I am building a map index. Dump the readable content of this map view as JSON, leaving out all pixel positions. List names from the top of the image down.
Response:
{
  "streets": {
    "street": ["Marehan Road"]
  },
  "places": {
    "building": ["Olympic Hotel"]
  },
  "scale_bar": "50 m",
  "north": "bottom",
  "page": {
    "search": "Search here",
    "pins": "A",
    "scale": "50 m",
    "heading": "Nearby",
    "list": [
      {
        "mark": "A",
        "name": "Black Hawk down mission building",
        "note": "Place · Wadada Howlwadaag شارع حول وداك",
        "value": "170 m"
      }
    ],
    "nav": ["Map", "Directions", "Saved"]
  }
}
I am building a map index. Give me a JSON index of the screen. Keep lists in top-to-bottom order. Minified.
·····
:: PROBLEM TO WORK ON ::
Nothing in the records may be dropped; reproduce them exactly.

:: ANSWER FOR THE TASK ::
I am building a map index. Dump the readable content of this map view as JSON, leaving out all pixel positions. List names from the top of the image down.
Response:
{
  "streets": {
    "street": ["Marehan Road"]
  },
  "places": {
    "building": ["Olympic Hotel"]
  },
  "scale_bar": "50 m",
  "north": "bottom",
  "page": {
    "search": "Search here",
    "pins": "A",
    "scale": "50 m",
    "heading": "Nearby",
    "list": [
      {
        "mark": "A",
        "name": "Black Hawk down mission building",
        "note": "Place · Wadada Howlwadaag شارع حول وداك",
        "value": "170 m"
      }
    ],
    "nav": ["Map", "Directions", "Saved"]
  }
}
I am building a map index. Give me a JSON index of the screen. Keep lists in top-to-bottom order. Minified.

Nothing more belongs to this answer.